▶ PROMPT
Provide only the number of lines in the listing that contain the string "Siretului".

▼

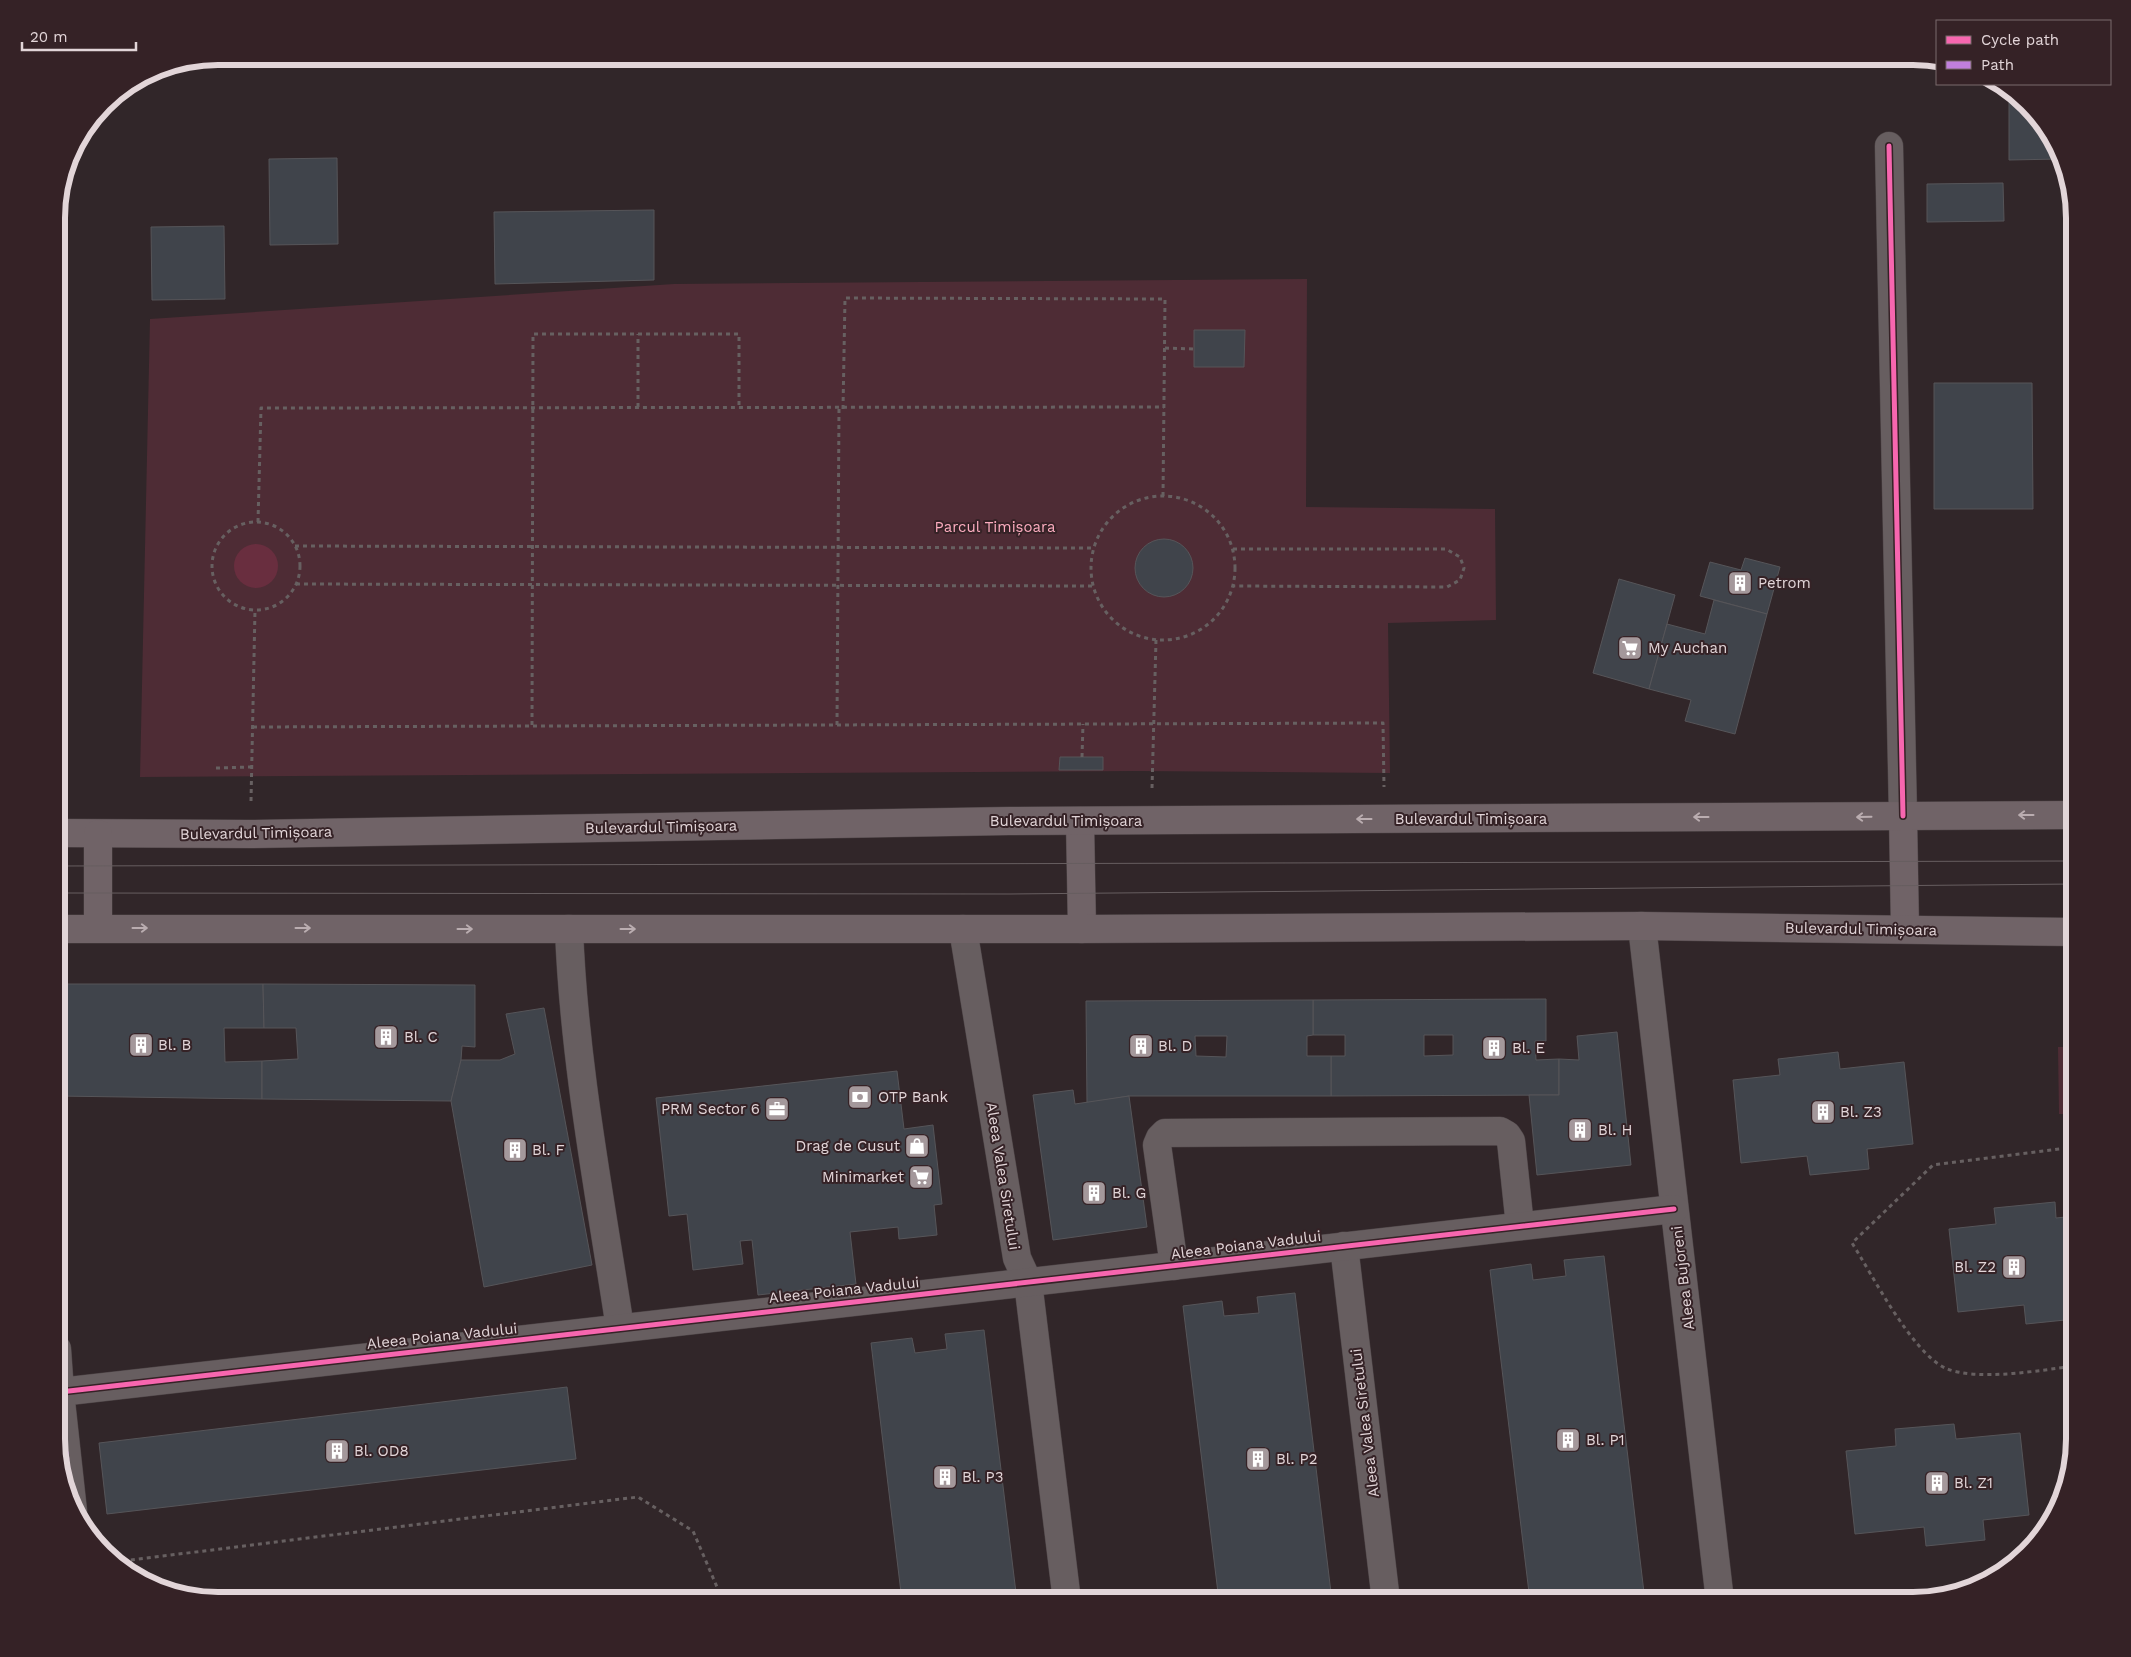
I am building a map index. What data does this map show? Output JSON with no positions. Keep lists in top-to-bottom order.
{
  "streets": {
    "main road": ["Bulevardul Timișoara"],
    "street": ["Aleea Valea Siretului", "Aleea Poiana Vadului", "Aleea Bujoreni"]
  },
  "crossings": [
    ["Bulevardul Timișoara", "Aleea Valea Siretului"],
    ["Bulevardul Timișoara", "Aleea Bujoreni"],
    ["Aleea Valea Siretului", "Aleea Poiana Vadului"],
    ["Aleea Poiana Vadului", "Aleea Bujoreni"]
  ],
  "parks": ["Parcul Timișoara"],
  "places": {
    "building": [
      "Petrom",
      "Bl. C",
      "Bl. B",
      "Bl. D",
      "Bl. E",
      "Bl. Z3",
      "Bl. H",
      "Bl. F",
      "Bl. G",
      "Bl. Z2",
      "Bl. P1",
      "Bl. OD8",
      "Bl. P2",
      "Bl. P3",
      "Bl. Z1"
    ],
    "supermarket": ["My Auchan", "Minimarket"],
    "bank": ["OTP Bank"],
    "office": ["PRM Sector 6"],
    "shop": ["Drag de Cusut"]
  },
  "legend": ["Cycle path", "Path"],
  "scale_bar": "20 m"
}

▲

▶ OUTPUT FOR THIS EXERCISE
3